• **HOW TO COMPLETE THIS TASK**
Write out exactly the lines of the entries below from the one holding "font-size:20px; font-weight:400; color:#747a83" to the one holding "display:grid; grid-template-columns:39px 1fr", inclusive, and leave out all other lines.
*** Opening of RECORDS SUPPLIED ***
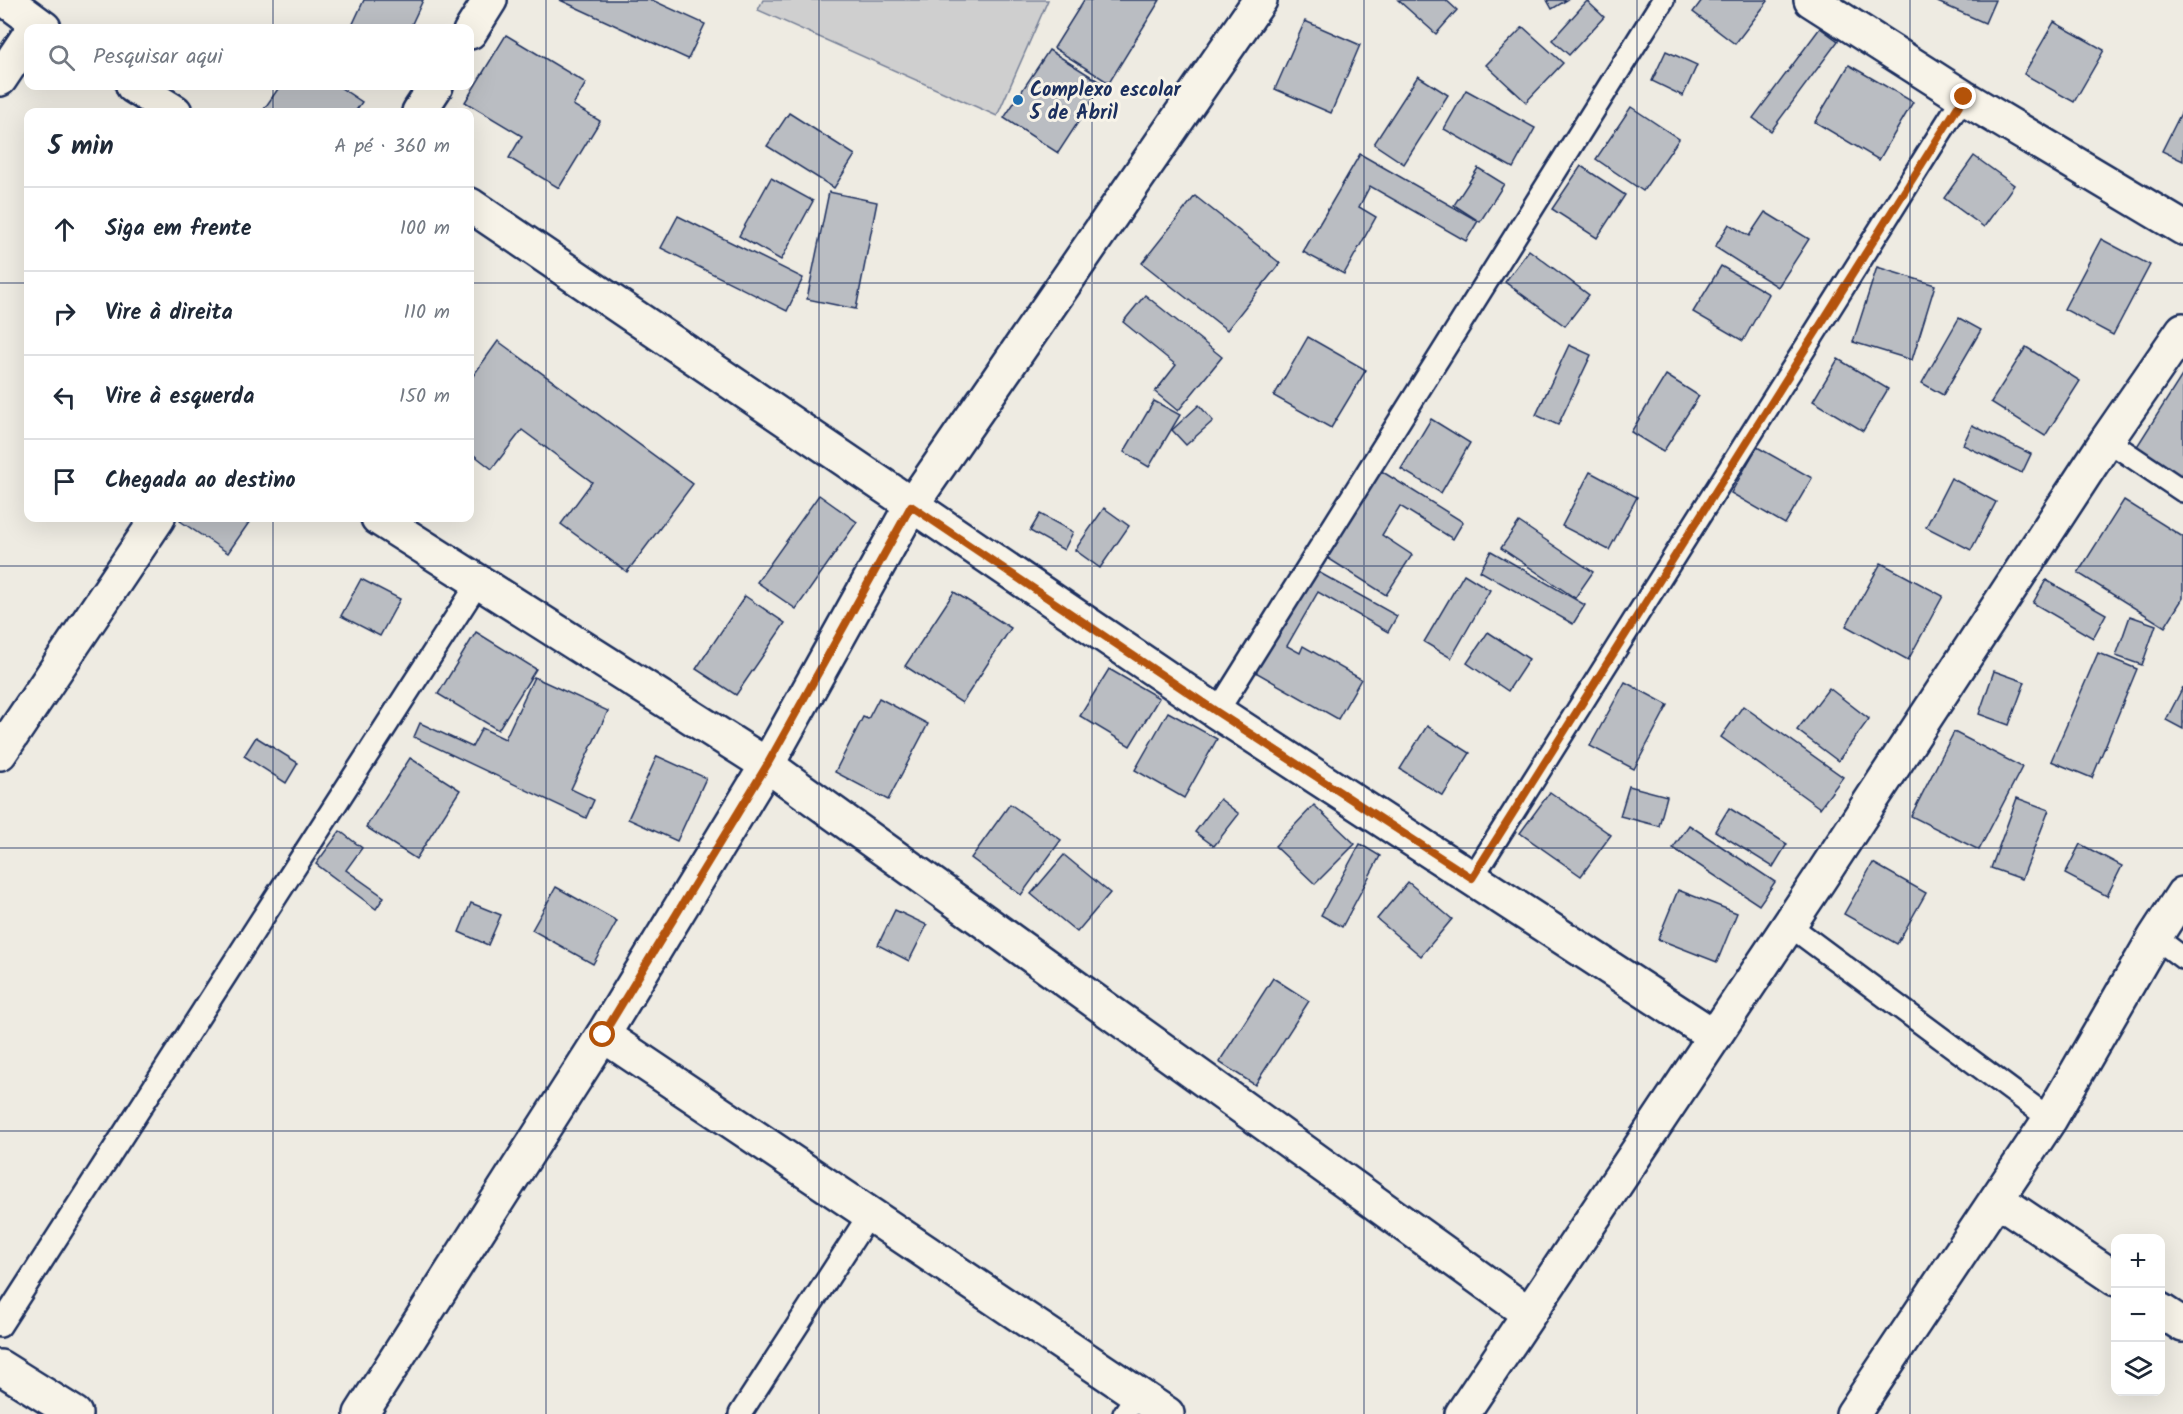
<!DOCTYPE html>
<html lang="pt">
<head>
<meta charset="utf-8">
<style>
  body { margin:0; font-family:Kalam,sans-serif; background:#f2f2f3; color:#1f2937 }
  .controls { position:absolute; right:18px; bottom:18px; display:grid; overflow:hidden; border-radius:12px; box-shadow:0 6px 24px #0002 }
  .controls button { width:54px; height:54px; display:grid; place-items:center; padding:0; border:0; border-bottom:2px solid #e0e1e3; background:#fff; color:#1f2937; font:30px sans-serif }
  .stop { position:absolute; width:18px; height:18px; margin:-14px; border:4px solid #b45309; border-radius:50%; background:#fff }
  .stop.end { background:#b45309; border-color:#fff; box-shadow:0 2px 6px #0008 }
  .list { margin:0; padding:0; list-style:none }
  h2 { display:flex; justify-content:space-between; align-items:center; height:78px; margin:0; padding:0 24px; font-size:26px }
  h2 small { font-size:20px; font-weight:400; color:#747a83 }
  .list li { display:grid; grid-template-columns:39px 1fr auto; gap:18px; align-items:center; box-sizing:border-box; height:84px; padding:0 24px; border-top:2px solid #e0e1e3 }
  .list b { display:block; font-size:22px; white-space:nowrap }
  .list em { font-size:20px; font-style:normal; color:#747a83 }
  .icon { flex:none; width:33px; height:33px; fill:none; stroke:currentColor; stroke-width:2; stroke-linecap:round; stroke-linejoin:round }
  .map { position:relative; flex:none; width:2183px; height:1414px; overflow:hidden }
  .search { position:absolute; background:#fff; box-shadow:0 6px 24px #0002; left:24px; top:24px; width:450px; height:66px; display:flex; align-items:center; gap:15px; box-sizing:border-box; padding:0 21px; border-radius:12px; color:#747a83; font-size:22px }
  .panel { position:absolute; background:#fff; box-shadow:0 6px 24px #0002; left:24px; top:108px; width:450px; height:414px; border-radius:12px }
  .map>svg:first-child { display:block }
  .green { fill:#cfcfcf; stroke:#757f96; stroke-width:1.5 }
  .building { fill:#babdc2; stroke:#1b2f5e; stroke-width:1.5 }
  .lines { fill:none; stroke-linecap:round; stroke-linejoin:round }
  .service-casing { stroke:#1b2f5e; stroke-width:26 }
  .minor-casing { stroke:#1b2f5e; stroke-width:38 }
  .service { stroke:#f7f3e8; stroke-width:21 }
  .minor { stroke:#f7f3e8; stroke-width:33 }
  .route { stroke:#b45309; stroke-width:8 }
  .grid { fill:none; stroke:#1b2f5e; stroke-width:1.5; stroke-opacity:0.55 }
  .poi-dot { fill:#1f6fb2; stroke:#f7f3e8; stroke-width:2 }
  .labels { text-anchor:middle; stroke-width:6; stroke-linejoin:round; paint-order:stroke }
  .poi-label { font-size:20px; font-weight:bold; fill:#1b2f5e; stroke:#f7f3e8; text-anchor:start }
</style>
</head>
<body>
<div class="map">
<svg width="2183" height="1414" viewBox="0 0 2183 1414">
  <rect width="100%" height="100%" fill="#eeebe2"/>
  <filter id="ink" filterUnits="userSpaceOnUse"><feTurbulence type="fractalNoise" baseFrequency=".0167" numOctaves="2"/><feDisplacementMap in="SourceGraphic" scale="12" xChannelSelector="R" yChannelSelector="G"/><feConvolveMatrix kernelMatrix="1 2 1 2 8 2 1 2 1" color-interpolation-filters="sRGB"/></filter>
  <g filter="url(#ink)">
    <polygon class="green" points="763,0 1048,0 997,116 758,10"/>
    <g class="building">
      <polygon points="364,0 423,0 410,28 351,28"/>
      <polygon points="560,0 652,0 705,24 688,59"/>
      <polygon points="1084,0 1160,0 1109,83 1054,48"/>
      <polygon points="1398,0 1446,0 1457,10 1436,34"/>
      <polygon points="1547,0 1567,0 1552,9"/>
      <polygon points="1702,0 1767,0 1768,1 1735,44 1693,12"/>
      <polygon points="1933,0 1995,0 1985,23"/>
      <polygon points="1587,1 1604,17 1569,55 1552,40"/>
      <polygon points="1305,21 1360,45 1331,113 1275,89"/>
      <polygon points="2054,22 2104,50 2074,102 2024,74"/>
      <polygon points="1523,27 1563,63 1526,102 1486,65"/>
      <polygon points="1820,28 1838,41 1771,131 1753,118"/>
      <polygon points="506,35 586,83 573,105 600,121 559,188 509,158 522,136 465,102"/>
      <polygon points="1049,50 1103,84 1058,153 1004,118"/>
      <polygon points="1666,51 1697,65 1683,96 1652,81"/>
      <polygon points="1849,65 1913,102 1879,160 1815,122"/>
      <polygon points="1418,76 1448,95 1404,164 1374,144"/>
      <polygon points="280,86 338,86 362,102 355,112 262,112"/>
      <polygon points="1466,90 1535,128 1513,168 1444,129"/>
      <polygon points="1631,107 1679,139 1643,191 1596,159"/>
      <polygon points="2183,109 2183,161 2162,151"/>
      <polygon points="789,113 855,155 834,188 767,146"/>
      <polygon points="1360,154 1478,221 1466,241 1370,186 1359,207 1376,217 1344,274 1303,252"/>
      <polygon points="1974,156 2014,185 1984,227 1944,198"/>
      <polygon points="1581,166 1625,195 1597,238 1552,209"/>
      <polygon points="1478,168 1504,184 1480,222 1454,205"/>
      <polygon points="771,178 813,201 781,260 739,236"/>
      <polygon points="829,192 877,202 856,309 807,299"/>
      <polygon points="1195,196 1280,263 1227,330 1142,263"/>
      <polygon points="1765,212 1809,239 1778,287 1715,247 1729,224 1749,236"/>
      <polygon points="678,216 803,278 787,311 661,248"/>
      <polygon points="2101,239 2150,265 2113,335 2064,309"/>
      <polygon points="1529,250 1589,295 1565,326 1505,282"/>
      <polygon points="1721,266 1769,294 1743,341 1693,312"/>
      <polygon points="1877,267 1935,285 1912,360 1853,342"/>
      <polygon points="1145,295 1222,357 1178,411 1155,392 1176,365 1123,322"/>
      <polygon points="1959,318 1981,330 1943,395 1922,383"/>
      <polygon points="1308,337 1366,370 1331,428 1274,396"/>
      <polygon points="498,341 693,484 627,572 561,524 592,482 522,430 492,469 470,452 470,380"/>
      <polygon points="1569,345 1591,355 1558,425 1536,415"/>
      <polygon points="2026,347 2080,381 2045,436 1991,402"/>
      <polygon points="1838,359 1888,389 1863,431 1813,401"/>
      <polygon points="2183,374 2183,478 2136,448"/>
      <polygon points="1666,375 1699,396 1663,452 1631,432"/>
      <polygon points="1154,401 1180,415 1149,467 1124,452"/>
      <polygon points="1199,405 1213,421 1186,445 1172,430"/>
      <polygon points="1431,419 1470,443 1441,493 1401,469"/>
      <polygon points="1972,425 2031,454 2022,473 1963,445"/>
      <polygon points="1757,447 1812,478 1785,524 1731,493"/>
      <polygon points="1378,469 1463,522 1453,539 1400,506 1382,535 1412,555 1386,595 1323,555"/>
      <polygon points="1590,472 1637,497 1609,550 1562,526"/>
      <polygon points="1951,478 1996,502 1971,550 1926,527"/>
      <polygon points="819,495 857,522 796,609 757,582"/>
      <polygon points="2124,500 2183,537 2183,598 2165,627 2078,573"/>
      <polygon points="1104,508 1129,526 1100,568 1075,550"/>
      <polygon points="1040,514 1073,532 1064,550 1030,531"/>
      <polygon points="183,518 252,518 228,553 180,521"/>
      <polygon points="1519,522 1593,572 1575,598 1501,548"/>
      <polygon points="1491,551 1585,605 1573,624 1480,571"/>
      <polygon points="1881,563 1943,596 1908,660 1846,626"/>
      <polygon points="1311,568 1397,616 1388,632 1318,592 1287,646 1300,653 1303,646 1361,679 1338,719 1252,670"/>
      <polygon points="1464,574 1490,590 1451,658 1424,642"/>
      <polygon points="361,579 400,599 380,636 341,616"/>
      <polygon points="2046,580 2106,614 2093,638 2033,603"/>
      <polygon points="954,592 1011,628 962,703 905,666"/>
      <polygon points="745,596 785,623 736,695 696,669"/>
      <polygon points="2130,616 2156,625 2142,665 2116,656"/>
      <polygon points="476,632 536,669 498,730 438,694"/>
      <polygon points="1488,632 1529,659 1508,691 1467,663"/>
      <polygon points="2098,653 2137,669 2092,778 2051,761"/>
      <polygon points="1109,669 1159,698 1130,746 1080,716"/>
      <polygon points="1994,671 2025,682 2009,725 1979,714"/>
      <polygon points="534,677 608,711 571,789 594,800 586,818 414,737 420,723 472,747 482,728 505,739"/>
      <polygon points="1625,682 1668,705 1634,769 1590,746"/>
      <polygon points="2183,687 2183,729 2166,720"/>
      <polygon points="1829,688 1869,719 1838,761 1797,730"/>
      <polygon points="879,698 928,724 888,800 835,772 863,717 868,719"/>
      <polygon points="1743,706 1843,777 1820,808 1721,737"/>
      <polygon points="1168,712 1217,739 1184,798 1135,770"/>
      <polygon points="1427,726 1470,753 1443,796 1400,769"/>
      <polygon points="1954,732 2022,767 1979,850 1911,816"/>
      <polygon points="256,737 298,763 286,783 244,756"/>
      <polygon points="657,756 706,778 677,841 628,819"/>
      <polygon points="410,758 460,790 416,859 366,827"/>
      <polygon points="1629,786 1667,796 1659,826 1620,816"/>
      <polygon points="1550,792 1611,835 1581,876 1520,833"/>
      <polygon points="2017,798 2049,810 2022,879 1991,868"/>
      <polygon points="1220,799 1239,814 1214,846 1195,832"/>
      <polygon points="1010,804 1061,840 1021,895 971,858"/>
      <polygon points="1314,805 1355,844 1315,884 1275,846"/>
      <polygon points="1729,808 1787,844 1773,867 1715,831"/>
      <polygon points="1689,825 1775,882 1759,905 1673,848"/>
      <polygon points="340,831 362,848 346,870 384,897 376,909 316,864"/>
      <polygon points="1360,844 1380,856 1342,927 1321,915"/>
      <polygon points="2080,844 2122,866 2107,896 2065,874"/>
      <polygon points="1064,855 1110,893 1077,932 1031,894"/>
      <polygon points="1873,863 1926,893 1897,944 1844,914"/>
      <polygon points="1408,882 1452,919 1421,956 1377,919"/>
      <polygon points="556,887 617,921 593,964 532,930"/>
      <polygon points="1678,890 1737,913 1717,962 1658,939"/>
      <polygon points="471,903 501,915 488,945 459,932"/>
      <polygon points="895,910 927,925 909,961 878,945"/>
      <polygon points="1273,978 1309,1001 1255,1085 1219,1062"/>
    </g>
    <g class="lines">
      <g class="service-casing">
        <g id="service">
          <polyline points="2107,440 2183,491"/>
          <polyline points="1217,712 1663,0"/>
          <polyline points="1472,878 1963,97"/>
          <polyline points="1789,925 2050,1119"/>
          <polyline points="2155,937 2183,958"/>
          <polyline points="0,1326 478,583"/>
          <polyline points="740,1414 869,1215"/>
          <polyline points="1124,1414 1137,1394"/>
        </g>
      </g>
      <g class="minor-casing">
        <g id="minor">
          <polyline points="6,0 44,28"/>
          <polyline points="1811,0 1963,97 2183,228"/>
          <polyline points="470,32 490,0"/>
          <polyline points="0,79 28,37"/>
          <polyline points="133,86 175,112"/>
          <polyline points="419,112 436,86"/>
          <polyline points="470,205 1217,712 1714,1036"/>
          <polyline points="378,518 767,765 1528,1313"/>
          <polyline points="0,753 158,518"/>
          <polyline points="603,1035 1167,1414"/>
          <polyline points="1997,1199 2116,1279"/>
          <polyline points="2160,1310 2183,1325"/>
          <polyline points="0,1367 75,1414"/>
          <polyline points="361,1414 603,1035 767,765 911,506 1260,0"/>
          <polyline points="1462,1414 1819,880 2107,440 2183,330"/>
          <polyline points="1853,1414 2050,1119 2155,937 2183,894"/>
        </g>
      </g>
      <use href="#service" class="service"/>
      <use href="#minor" class="minor"/>
    </g>
  </g>
  <g class="lines" filter="url(#ink)">
    <polyline class="route" points="603,1035 767,765 911,506 1217,712 1472,878 1964,97"/>
  </g>
  <path class="grid" d="M273,0V28M546,0V1414M819,0V1414M1092,0V1414M1364,0V1414M1637,0V1414M1910,0V1414M273,86V112M0,283H28M470,283H2183M273,518V1414M0,566H2183M0,848H2183M0,1131H2183"/>
  <circle class="poi-dot" cx="1018" cy="100" r="6"/>
  <g class="labels">
    <g class="poi-label">
      <text x="1030" y="96">Complexo escolar<tspan x="1030" dy="23">5 de Abril</tspan></text>
    </g>
  </g>
</svg>
<div class="controls">
<button>+</button>
<button>−</button>
<button><svg class="icon" aria-label="layers" viewBox="0 0 24 24"><path d="M12 4l9 5-9 5-9-5zM3 14l9 5 9-5"/></svg></button>
</div>
<div class="stop" style="left:603px;top:1035px"></div>
<div class="stop end" style="left:1964px;top:97px"></div>
<div class="search"><svg class="icon" aria-label="search" viewBox="0 0 24 24"><circle cx="10" cy="10" r="6"/><path d="M15 15l6 6"/></svg>Pesquisar aqui</div>
<section class="panel">
<h2>5 min<small>A pé · 360 m</small></h2>
<ul class="list">
<li><svg class="icon" aria-label="ahead" viewBox="0 0 24 24"><path d="M12 20V5M6 11l6-6 6 6"/></svg><div><b>Siga em frente</b></div><em>100 m</em></li>
<li><svg class="icon" aria-label="right" viewBox="0 0 24 24"><path d="M7 20v-9h11M14 6l5 5-5 5"/></svg><div><b>Vire à direita</b></div><em>110 m</em></li>
<li><svg class="icon" aria-label="left" viewBox="0 0 24 24"><path d="M17 20v-9H6M10 6l-5 5 5 5"/></svg><div><b>Vire à esquerda</b></div><em>150 m</em></li>
<li><svg class="icon" aria-label="arrive" viewBox="0 0 24 24"><path d="M6 21V4h12l-3 4 3 4H6"/></svg><div><b>Chegada ao destino</b></div></li>
</ul>
</section>
</div>
</body>
</html>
*** Close of RECORDS SUPPLIED ***
• **YOUR SOLUTION**
  h2 small { font-size:20px; font-weight:400; color:#747a83 }
  .list li { display:grid; grid-template-columns:39px 1fr auto; gap:18px; align-items:center; box-sizing:border-box; height:84px; padding:0 24px; border-top:2px solid #e0e1e3 }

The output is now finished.